=== Begin Enclosure ===
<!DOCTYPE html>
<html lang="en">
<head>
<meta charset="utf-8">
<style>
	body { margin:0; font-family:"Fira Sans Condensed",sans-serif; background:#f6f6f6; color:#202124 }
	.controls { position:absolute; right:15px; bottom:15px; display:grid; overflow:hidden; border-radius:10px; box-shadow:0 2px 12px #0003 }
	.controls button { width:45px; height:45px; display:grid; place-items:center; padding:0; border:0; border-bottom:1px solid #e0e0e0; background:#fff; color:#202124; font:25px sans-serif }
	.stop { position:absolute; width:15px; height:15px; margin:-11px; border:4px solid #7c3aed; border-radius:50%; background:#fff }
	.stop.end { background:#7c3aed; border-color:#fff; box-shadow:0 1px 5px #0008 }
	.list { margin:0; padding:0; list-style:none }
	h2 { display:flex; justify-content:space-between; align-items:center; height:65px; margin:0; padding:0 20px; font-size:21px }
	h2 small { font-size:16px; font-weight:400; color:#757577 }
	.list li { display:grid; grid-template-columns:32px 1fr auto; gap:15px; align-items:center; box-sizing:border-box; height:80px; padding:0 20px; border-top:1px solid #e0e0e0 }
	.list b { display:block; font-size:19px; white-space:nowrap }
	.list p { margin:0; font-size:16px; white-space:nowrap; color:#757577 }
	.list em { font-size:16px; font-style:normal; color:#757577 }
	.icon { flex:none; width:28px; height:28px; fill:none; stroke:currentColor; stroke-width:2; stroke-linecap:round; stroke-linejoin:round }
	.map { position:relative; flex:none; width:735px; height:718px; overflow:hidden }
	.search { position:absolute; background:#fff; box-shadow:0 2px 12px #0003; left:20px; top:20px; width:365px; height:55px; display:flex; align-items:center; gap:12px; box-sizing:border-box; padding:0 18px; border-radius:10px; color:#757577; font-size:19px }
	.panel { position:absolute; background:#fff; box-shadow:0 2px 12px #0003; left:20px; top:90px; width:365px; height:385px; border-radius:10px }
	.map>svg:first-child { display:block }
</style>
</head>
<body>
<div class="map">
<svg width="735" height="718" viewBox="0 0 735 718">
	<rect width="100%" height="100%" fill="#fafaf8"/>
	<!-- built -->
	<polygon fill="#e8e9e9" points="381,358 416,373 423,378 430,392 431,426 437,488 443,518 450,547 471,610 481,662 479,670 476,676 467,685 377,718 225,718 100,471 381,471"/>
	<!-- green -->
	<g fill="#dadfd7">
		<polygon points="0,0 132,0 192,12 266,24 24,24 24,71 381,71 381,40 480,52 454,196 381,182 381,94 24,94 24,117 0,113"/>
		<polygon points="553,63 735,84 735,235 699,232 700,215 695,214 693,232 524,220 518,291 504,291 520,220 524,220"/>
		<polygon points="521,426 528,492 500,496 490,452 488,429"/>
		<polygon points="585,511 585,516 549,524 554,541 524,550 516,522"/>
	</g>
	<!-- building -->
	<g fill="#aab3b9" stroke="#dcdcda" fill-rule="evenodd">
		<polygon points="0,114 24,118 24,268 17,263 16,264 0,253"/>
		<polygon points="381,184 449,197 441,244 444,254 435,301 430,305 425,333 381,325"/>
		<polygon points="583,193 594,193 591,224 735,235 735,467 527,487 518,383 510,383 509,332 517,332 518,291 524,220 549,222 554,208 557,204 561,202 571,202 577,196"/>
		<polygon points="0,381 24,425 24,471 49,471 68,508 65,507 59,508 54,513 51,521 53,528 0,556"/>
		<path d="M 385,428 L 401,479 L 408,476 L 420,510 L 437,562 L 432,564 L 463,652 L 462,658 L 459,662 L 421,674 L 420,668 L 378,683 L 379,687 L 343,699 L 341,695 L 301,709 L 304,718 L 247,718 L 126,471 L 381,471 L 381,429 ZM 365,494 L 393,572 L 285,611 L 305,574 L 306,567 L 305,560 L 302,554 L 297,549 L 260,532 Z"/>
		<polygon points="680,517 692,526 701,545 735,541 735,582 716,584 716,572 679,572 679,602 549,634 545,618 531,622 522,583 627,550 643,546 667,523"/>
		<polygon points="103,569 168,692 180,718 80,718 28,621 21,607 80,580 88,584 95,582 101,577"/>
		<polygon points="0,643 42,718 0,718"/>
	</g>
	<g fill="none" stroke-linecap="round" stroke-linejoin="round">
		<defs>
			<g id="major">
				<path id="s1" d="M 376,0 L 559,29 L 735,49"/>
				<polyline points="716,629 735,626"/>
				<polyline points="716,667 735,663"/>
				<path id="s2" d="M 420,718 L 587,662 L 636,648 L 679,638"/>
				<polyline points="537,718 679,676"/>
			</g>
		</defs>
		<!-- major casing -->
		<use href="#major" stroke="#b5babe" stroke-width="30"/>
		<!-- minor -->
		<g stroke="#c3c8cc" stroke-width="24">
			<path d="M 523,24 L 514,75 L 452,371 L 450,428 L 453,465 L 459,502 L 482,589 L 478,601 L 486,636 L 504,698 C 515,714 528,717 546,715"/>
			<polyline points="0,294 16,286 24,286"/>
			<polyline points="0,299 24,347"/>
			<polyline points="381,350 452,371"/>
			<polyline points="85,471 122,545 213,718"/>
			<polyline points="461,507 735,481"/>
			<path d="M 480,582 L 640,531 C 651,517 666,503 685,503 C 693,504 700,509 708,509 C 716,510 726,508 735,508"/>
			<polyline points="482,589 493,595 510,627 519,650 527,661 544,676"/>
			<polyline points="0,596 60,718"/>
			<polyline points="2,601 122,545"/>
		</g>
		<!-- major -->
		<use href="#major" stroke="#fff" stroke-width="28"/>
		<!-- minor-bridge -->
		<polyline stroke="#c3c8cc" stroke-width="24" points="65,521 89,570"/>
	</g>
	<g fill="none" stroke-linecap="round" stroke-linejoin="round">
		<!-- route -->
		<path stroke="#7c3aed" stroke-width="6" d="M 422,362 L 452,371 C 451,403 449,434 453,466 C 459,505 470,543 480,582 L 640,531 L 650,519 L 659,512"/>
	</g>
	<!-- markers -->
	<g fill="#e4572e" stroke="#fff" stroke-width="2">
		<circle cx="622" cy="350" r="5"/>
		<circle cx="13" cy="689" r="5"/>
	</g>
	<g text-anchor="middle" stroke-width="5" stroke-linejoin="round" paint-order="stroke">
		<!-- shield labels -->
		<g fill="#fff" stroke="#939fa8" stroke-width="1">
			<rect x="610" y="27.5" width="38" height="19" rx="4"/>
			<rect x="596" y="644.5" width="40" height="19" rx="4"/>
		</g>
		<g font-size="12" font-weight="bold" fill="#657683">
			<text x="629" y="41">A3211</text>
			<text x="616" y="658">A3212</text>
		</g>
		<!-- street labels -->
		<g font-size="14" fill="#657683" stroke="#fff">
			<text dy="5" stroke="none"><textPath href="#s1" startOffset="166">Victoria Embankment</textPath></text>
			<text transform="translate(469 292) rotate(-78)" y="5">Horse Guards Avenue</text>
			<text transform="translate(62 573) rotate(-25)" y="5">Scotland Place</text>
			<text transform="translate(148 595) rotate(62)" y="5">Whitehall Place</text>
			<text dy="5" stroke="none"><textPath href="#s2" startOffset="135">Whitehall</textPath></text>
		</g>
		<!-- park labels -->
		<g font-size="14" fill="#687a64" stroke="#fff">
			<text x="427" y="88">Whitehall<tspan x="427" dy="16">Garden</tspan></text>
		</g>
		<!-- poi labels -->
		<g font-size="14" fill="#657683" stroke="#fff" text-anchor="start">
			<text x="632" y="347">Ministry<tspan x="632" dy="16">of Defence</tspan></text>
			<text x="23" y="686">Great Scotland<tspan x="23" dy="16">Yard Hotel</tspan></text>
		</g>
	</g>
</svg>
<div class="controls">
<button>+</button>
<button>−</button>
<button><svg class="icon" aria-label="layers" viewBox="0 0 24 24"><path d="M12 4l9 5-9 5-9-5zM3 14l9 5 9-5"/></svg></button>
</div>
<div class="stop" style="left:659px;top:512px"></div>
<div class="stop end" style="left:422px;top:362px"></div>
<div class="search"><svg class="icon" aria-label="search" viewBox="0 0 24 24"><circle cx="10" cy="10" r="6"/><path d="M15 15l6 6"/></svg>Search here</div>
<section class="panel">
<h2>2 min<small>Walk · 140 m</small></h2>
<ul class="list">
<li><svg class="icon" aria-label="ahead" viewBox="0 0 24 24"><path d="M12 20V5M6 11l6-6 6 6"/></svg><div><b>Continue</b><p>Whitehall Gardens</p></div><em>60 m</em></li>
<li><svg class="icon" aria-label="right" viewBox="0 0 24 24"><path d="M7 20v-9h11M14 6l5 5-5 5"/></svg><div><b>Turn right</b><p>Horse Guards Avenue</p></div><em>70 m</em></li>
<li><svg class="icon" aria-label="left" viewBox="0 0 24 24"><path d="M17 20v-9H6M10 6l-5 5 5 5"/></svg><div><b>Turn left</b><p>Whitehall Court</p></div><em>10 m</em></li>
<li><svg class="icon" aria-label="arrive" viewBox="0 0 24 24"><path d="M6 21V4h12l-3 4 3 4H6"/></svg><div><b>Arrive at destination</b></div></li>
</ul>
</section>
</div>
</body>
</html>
=== End Enclosure ===
**Work item**
Take each line above that contains "solid" and copy it out.

**Answer space**
	.controls button { width:45px; height:45px; display:grid; place-items:center; padding:0; border:0; border-bottom:1px solid #e0e0e0; background:#fff; color:#202124; font:25px sans-serif }
	.stop { position:absolute; width:15px; height:15px; margin:-11px; border:4px solid #7c3aed; border-radius:50%; background:#fff }
	.list li { display:grid; grid-template-columns:32px 1fr auto; gap:15px; align-items:center; box-sizing:border-box; height:80px; padding:0 20px; border-top:1px solid #e0e0e0 }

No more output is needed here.